Mortgage closing costs: -$30.37 (after all expenses and credits, the bank paid us to get a mortgage. Total scaled 60% of total to account for investing 60% of mortgage)
After holding the mortgage a year, it has cost us $4,374.90 in interest.
Pre-paid at closing: $260.19
Nov 2021 – $344.09
Dec 2021 – $343.46
Jan 2022 – $342.84
Feb 2022 – $342.22
Mar 2022 – $341.59
Apr 2022 – $340.96
May 2022 – $340.33
Jun 2022 – $339.70
Jul 2022 – $339.07
Aug 2022 – $338.45
Sep 2022 – $337.82
Oct 2022 – $337.19
2021 – $364.35 (effective tax rate: ~27.4%)
2022 through Q3 – $265.42 (effective tax rate: ~18%)
Per Vanguard, an estimated 97.57% of VTI dividends are qualified. For VXUS it is 73.76%.
Our 2021 tax rate for qualified dividends was ~25.8% (15% dividends, 3.8% NIIT, and ~7% California (scaled for part year residents.))
The tax rate for non-qualified dividends was higher, ~37.8% (12% ordinary, 15% dividends pushed out of 0% bracket, 3.8% NIIT, and ~7% CA.)
For 2022 our effective tax rate is 14% ACA tax and 4% CA, applied equally to qualified and non-qualified dividends.

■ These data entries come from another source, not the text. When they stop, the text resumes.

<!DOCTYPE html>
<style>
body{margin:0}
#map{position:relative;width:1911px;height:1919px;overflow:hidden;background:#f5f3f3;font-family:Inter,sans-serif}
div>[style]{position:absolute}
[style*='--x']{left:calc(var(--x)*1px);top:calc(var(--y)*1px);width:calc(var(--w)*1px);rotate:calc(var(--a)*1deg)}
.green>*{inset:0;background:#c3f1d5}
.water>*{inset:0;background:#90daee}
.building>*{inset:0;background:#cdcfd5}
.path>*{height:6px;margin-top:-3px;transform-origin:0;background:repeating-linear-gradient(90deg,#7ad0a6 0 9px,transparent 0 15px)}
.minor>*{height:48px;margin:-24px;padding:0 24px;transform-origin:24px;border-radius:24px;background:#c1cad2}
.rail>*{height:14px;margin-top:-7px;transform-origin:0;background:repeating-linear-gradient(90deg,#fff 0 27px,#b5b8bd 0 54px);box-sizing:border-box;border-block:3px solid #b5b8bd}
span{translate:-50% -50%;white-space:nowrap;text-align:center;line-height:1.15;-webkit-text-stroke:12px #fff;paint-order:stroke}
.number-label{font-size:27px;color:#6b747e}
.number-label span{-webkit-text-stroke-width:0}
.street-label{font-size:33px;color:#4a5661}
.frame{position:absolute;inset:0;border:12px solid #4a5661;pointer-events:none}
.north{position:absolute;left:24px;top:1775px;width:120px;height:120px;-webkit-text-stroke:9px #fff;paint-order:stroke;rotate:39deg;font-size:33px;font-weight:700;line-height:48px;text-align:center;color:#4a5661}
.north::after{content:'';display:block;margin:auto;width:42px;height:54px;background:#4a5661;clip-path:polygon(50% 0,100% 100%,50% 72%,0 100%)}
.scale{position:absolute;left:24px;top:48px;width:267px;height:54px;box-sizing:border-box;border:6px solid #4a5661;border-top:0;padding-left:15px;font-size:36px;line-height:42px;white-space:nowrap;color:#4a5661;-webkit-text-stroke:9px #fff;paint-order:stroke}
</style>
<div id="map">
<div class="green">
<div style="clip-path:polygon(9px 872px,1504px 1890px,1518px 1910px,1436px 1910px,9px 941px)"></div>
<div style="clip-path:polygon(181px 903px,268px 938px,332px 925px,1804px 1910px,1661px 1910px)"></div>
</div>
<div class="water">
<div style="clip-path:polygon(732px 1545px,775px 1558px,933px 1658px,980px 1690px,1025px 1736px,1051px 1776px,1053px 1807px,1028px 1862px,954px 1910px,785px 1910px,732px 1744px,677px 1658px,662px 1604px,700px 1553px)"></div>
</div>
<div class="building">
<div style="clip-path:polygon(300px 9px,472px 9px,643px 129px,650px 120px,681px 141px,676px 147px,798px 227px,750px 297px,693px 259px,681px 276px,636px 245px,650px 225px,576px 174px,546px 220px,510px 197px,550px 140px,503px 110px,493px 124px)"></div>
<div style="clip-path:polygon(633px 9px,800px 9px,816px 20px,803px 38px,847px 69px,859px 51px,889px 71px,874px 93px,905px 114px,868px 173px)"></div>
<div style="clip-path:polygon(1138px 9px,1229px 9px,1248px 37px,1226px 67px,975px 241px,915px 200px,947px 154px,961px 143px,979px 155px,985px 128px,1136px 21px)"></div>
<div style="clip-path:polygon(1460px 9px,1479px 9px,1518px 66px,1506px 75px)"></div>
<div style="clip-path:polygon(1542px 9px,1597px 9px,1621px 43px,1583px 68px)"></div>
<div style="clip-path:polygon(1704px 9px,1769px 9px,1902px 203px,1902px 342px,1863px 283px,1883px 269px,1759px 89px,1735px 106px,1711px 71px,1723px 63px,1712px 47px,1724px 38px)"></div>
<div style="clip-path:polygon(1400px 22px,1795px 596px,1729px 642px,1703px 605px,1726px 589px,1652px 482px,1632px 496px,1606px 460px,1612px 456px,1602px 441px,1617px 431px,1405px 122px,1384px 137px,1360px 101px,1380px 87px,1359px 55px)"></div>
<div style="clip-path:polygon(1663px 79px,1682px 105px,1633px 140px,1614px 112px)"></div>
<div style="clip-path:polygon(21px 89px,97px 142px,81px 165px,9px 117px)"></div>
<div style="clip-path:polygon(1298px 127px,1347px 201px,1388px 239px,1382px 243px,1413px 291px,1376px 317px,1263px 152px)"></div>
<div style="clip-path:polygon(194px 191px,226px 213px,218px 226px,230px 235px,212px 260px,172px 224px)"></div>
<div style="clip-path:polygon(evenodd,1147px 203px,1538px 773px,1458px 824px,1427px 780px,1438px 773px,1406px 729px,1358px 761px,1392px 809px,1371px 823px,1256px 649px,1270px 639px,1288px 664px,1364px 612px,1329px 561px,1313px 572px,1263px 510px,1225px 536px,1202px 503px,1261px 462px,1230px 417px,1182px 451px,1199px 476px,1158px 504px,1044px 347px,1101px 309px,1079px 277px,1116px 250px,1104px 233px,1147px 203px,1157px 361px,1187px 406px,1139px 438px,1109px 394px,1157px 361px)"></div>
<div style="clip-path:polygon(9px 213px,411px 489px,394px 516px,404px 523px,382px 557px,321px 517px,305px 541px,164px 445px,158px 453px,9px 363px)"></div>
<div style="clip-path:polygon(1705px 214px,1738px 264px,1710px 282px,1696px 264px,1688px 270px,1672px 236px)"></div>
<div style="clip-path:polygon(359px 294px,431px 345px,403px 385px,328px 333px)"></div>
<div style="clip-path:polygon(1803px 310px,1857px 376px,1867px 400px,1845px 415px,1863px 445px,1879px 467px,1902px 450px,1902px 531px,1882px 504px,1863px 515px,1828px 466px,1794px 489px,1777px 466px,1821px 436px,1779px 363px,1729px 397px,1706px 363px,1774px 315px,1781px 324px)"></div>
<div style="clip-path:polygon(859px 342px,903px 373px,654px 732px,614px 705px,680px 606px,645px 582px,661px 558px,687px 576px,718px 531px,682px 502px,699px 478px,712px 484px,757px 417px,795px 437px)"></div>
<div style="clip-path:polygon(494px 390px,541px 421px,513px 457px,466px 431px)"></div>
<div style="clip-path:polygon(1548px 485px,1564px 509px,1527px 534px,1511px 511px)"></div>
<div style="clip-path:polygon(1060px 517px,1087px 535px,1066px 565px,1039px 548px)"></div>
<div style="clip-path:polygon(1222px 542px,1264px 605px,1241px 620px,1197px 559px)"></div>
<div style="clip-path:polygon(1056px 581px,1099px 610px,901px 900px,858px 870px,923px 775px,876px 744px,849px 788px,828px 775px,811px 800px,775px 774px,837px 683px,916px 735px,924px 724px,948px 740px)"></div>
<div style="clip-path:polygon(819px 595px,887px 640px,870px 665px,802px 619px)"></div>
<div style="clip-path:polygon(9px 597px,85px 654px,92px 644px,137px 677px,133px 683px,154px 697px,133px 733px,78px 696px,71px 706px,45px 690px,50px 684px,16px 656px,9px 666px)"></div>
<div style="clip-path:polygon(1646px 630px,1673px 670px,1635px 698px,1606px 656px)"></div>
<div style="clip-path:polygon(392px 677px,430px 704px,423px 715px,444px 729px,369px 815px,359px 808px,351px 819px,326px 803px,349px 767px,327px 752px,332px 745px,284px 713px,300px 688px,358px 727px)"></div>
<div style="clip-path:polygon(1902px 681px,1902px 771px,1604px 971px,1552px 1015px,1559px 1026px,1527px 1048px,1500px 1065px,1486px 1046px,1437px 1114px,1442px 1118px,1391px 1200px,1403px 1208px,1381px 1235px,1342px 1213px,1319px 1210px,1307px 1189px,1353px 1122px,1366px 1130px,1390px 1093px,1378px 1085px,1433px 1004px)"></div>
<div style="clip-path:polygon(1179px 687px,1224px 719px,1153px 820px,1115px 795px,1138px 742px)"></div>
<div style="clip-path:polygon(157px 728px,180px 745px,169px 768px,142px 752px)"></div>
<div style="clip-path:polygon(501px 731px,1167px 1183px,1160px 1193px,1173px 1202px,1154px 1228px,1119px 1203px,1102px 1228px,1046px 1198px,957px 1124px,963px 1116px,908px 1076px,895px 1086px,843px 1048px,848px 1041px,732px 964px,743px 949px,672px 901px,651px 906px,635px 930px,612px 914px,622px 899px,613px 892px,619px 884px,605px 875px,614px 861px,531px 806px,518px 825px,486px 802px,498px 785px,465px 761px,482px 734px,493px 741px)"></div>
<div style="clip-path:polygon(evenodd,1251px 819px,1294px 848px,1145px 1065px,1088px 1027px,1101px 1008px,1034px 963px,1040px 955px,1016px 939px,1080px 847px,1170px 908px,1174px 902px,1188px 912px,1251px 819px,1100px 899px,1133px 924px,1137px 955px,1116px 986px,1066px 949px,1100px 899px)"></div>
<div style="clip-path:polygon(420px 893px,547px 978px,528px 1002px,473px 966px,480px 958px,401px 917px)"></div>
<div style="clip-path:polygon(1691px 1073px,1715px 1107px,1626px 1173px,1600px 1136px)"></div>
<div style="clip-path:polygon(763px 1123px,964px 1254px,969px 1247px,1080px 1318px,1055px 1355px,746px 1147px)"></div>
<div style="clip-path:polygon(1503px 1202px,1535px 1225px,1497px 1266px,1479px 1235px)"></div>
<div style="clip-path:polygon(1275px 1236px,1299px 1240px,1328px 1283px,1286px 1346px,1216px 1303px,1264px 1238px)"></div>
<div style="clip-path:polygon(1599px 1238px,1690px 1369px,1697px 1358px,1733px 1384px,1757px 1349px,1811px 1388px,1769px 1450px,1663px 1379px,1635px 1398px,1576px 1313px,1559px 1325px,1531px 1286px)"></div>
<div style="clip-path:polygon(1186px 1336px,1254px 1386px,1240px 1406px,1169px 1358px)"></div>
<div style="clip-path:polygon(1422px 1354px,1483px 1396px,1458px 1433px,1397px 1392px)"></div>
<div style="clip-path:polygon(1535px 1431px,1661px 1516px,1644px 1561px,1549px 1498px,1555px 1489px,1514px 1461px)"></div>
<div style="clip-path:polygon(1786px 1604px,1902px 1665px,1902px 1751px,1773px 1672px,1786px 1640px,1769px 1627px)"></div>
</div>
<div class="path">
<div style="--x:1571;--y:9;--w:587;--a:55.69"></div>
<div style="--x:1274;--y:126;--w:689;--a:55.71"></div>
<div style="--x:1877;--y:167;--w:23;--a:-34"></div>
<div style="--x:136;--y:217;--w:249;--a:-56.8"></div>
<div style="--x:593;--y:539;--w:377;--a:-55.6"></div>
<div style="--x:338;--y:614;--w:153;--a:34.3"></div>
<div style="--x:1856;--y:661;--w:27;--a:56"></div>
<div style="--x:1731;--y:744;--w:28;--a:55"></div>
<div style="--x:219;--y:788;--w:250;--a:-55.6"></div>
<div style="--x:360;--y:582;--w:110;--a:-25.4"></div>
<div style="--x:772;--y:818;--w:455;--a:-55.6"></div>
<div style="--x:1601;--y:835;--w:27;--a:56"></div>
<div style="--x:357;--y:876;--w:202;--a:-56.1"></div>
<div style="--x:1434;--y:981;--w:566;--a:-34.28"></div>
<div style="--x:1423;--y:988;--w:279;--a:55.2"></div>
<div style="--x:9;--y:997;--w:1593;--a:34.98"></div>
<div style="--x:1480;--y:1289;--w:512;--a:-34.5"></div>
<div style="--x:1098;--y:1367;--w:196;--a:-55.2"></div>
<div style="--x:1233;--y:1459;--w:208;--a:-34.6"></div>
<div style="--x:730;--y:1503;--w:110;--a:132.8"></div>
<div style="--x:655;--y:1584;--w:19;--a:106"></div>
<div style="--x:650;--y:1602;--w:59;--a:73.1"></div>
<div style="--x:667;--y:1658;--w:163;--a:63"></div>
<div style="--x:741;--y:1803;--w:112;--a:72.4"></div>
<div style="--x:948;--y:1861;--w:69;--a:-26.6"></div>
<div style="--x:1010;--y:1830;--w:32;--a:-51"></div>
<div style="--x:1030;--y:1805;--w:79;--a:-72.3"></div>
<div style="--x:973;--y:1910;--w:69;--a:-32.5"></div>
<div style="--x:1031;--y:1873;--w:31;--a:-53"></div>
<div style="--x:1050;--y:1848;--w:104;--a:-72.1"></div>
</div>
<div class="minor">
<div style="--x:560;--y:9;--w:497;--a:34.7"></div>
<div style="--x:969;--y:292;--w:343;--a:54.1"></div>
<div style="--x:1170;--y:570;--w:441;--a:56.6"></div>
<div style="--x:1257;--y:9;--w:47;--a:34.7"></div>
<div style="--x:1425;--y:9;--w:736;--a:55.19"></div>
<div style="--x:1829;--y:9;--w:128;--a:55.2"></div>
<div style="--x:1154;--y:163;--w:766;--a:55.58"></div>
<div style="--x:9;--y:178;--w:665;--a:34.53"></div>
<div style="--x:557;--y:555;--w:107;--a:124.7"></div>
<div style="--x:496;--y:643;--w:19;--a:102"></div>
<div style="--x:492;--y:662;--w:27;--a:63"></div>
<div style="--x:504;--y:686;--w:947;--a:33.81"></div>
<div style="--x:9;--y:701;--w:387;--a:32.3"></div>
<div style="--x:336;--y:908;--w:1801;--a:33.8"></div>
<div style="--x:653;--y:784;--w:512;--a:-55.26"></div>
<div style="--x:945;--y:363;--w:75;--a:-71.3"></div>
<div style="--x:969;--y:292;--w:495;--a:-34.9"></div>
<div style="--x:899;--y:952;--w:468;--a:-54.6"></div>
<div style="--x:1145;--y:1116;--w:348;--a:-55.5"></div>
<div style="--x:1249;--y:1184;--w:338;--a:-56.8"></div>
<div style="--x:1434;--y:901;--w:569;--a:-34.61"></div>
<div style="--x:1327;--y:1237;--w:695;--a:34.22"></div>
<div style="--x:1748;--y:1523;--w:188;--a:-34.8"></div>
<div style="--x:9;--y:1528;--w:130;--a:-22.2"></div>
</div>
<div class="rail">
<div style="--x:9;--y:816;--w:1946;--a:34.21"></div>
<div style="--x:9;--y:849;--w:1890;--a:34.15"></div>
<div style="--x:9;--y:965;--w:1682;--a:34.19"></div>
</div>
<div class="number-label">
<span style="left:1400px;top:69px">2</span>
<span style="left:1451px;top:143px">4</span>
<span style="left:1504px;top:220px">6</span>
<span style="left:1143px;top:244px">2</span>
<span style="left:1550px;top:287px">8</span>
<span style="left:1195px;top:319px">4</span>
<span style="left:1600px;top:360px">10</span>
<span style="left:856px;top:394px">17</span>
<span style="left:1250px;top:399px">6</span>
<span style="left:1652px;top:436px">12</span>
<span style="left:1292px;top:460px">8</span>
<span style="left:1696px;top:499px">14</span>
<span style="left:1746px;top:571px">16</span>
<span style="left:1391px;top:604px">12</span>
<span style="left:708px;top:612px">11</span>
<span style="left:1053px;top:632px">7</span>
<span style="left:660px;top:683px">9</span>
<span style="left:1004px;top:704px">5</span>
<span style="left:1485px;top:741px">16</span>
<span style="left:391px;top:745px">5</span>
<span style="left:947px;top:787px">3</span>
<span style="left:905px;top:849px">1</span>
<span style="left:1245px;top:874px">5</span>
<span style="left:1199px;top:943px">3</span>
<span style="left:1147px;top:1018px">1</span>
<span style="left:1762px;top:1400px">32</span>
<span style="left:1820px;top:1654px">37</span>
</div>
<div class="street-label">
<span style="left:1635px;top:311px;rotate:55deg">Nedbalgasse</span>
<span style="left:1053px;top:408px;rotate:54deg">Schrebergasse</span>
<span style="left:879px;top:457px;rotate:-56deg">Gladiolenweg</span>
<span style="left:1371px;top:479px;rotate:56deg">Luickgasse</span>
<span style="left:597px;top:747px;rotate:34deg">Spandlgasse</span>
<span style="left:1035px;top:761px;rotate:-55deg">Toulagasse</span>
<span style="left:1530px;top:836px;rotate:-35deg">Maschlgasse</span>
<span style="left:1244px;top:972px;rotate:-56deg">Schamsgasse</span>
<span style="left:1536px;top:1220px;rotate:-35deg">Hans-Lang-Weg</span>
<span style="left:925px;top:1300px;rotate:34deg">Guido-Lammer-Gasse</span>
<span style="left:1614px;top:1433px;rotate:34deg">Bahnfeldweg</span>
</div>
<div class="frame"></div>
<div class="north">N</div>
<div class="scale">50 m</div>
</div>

We will owe zero federal income tax.
We will get no tax benefit for the deduction of mortgage interest or property taxes.
Total expenses: $4,947.31
Additional gain/loss: -3.3%
Expenses minus income sucks another 1% out of total return.
Inflation is great for debt holders and was one of the motivating factors in getting a mortgage in the first place.
According to this inflation calculator, the $150,147 that I invested on 9/17/2021 is worth $10,186 LESS on 9/17/2022. Meanwhile my mortgage payment remains the same.
However, the value of my investments is down by an equal amount due to the same.
Was investing the mortgage a good idea?
Based on the 1 year return, no. Our investment is down significantly in nominal terms and even more in real terms.
A big factor in the return of any investment is the sequence of returns. Unfortunately the start of that sequence on this investment is not good at all.
Fortunately, this is a long-term investment. Ideally I will still hold these shares in 30 years.
Although this year expenses were greater than income (~$1500 more), as dividends increase and the interest portion of the mortgage payment decreases that will
reverse. Probably in year 5 to 7 plus or minus.
We got a small mortgage and invested much of the proceeds.
After one year, our investment is down 17.7%.
Cap loss (unrealized): -$25,052.25, -16.7%
Mortgage interest: $4,347.90, -2.9%
Dividends / Interest: $3,395.50, +2.3%
Taxes: $629.77, -0.4%
I have no idea what will happen in the short term.